Le Rap engagé confronté à la marchandisation du mouvement Hip hop

« La tradition française de la chanson engagée a-t-elle disparu avec les nouveaux médias? La marchandisation de la chanson s’est-elle traduite par un déclin de la fonction politique de l’artiste? Déjà, de la chanson sociale ou révolutionnaire à la chanson réaliste, il y eut un déplacement des thématiques populaires: de la sphère de l’action politique vers la sphère esthétique et vers l’espace imaginaire de la scène. Mais chaque époque a son style musical et avec la post-modernité et la nouvelle scène française, le déclin amorcé de l’engagement des artistes se poursuit. » (p.7)

En transposant les analyses de l'auteure au Rap français, nous pourrions dire que la marchandisation met à mal la spontanéité du discours engagé qui se trouve confrontée à de nouveaux "obstacles", comme ce que les artistes Hip hop nomment "l'industrie du disque". Déranger les élites par une revendication sociale, c'est se fermer la porte des maisons de disques, des médias, et donc de tout moyen de diffusion (concerts compris car nécessitant une "autorisation" administrative).
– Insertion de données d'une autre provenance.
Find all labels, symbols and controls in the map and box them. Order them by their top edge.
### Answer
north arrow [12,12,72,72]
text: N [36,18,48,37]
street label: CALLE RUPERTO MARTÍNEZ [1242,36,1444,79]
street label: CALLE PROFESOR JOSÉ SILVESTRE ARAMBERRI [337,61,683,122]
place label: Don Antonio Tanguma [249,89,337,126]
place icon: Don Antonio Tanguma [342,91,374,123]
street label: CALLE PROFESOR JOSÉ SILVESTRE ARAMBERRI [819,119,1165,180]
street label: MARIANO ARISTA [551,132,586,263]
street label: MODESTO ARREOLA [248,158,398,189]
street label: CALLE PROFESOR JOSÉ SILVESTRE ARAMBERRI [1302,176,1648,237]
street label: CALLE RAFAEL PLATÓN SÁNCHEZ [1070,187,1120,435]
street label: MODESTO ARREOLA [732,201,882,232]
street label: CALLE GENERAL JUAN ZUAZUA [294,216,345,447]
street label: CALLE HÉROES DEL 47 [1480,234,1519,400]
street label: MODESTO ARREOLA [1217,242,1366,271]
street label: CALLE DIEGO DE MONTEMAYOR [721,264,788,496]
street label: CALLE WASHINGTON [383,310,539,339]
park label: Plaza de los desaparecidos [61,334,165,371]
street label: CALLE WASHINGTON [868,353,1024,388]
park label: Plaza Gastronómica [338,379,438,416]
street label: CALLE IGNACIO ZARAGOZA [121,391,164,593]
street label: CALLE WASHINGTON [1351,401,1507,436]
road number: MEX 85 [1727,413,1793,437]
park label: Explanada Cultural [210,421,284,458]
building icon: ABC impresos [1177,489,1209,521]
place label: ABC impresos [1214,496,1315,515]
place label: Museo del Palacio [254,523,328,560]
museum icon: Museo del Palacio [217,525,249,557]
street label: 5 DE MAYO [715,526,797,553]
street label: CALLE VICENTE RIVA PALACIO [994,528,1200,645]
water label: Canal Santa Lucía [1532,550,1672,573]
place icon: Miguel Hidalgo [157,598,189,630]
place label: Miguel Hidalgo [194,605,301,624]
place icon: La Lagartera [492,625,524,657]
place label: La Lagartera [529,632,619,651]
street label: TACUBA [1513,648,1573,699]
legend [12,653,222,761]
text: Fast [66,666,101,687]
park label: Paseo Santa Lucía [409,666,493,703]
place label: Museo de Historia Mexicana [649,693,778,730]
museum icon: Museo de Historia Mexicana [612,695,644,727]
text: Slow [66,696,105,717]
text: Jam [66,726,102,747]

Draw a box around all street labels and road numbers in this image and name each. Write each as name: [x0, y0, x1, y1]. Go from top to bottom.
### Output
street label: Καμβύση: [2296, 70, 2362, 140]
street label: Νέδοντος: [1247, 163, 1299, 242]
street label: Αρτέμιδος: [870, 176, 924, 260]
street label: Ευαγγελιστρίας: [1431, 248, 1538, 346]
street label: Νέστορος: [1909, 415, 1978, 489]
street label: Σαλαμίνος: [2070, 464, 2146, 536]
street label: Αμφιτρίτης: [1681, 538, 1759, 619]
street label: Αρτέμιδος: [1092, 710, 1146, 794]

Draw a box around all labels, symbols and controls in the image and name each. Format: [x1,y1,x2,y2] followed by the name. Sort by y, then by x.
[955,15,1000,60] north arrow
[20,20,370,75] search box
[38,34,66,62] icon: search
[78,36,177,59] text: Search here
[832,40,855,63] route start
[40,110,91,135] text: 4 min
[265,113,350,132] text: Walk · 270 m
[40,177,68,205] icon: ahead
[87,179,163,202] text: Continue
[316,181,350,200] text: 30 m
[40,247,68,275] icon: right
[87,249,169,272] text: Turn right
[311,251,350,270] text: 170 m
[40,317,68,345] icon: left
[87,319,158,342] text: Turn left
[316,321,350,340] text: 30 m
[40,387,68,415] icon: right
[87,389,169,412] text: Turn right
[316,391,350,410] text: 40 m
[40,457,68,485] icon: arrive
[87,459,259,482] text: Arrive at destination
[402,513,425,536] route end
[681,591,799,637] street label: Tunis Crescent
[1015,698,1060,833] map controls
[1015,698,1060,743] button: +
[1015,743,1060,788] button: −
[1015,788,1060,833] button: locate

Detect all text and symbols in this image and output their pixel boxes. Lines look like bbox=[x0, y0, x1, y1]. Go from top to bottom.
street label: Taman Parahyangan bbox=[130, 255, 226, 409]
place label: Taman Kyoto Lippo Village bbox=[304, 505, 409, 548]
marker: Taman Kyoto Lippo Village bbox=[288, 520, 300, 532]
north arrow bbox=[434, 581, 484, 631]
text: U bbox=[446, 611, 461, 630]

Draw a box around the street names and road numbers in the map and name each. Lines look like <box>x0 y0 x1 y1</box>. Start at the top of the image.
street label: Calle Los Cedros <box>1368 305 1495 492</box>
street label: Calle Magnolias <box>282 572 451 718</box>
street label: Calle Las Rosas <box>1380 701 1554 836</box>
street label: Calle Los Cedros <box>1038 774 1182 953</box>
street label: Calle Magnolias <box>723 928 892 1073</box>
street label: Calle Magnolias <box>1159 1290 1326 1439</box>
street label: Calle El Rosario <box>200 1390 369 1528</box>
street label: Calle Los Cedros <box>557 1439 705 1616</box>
Pourtant, l'ère moderne que traverse le monde de la musique au sens large, tout en imposant un système marchand à l'ensemble des oeuvres artistiques, a produit quelque chose d'autre : Internet.

Or, pour qui cherche à retrouver la spontanéité du discours engagé, caractéristique de l'époque traditionnelle à laquelle l'auteure fait référence, le Rap français possède Internet comme outil principal. Reste à savoir si l'on désire vraiment tirer un trait sur l'argent afin de diffuser une prise de conscience collective.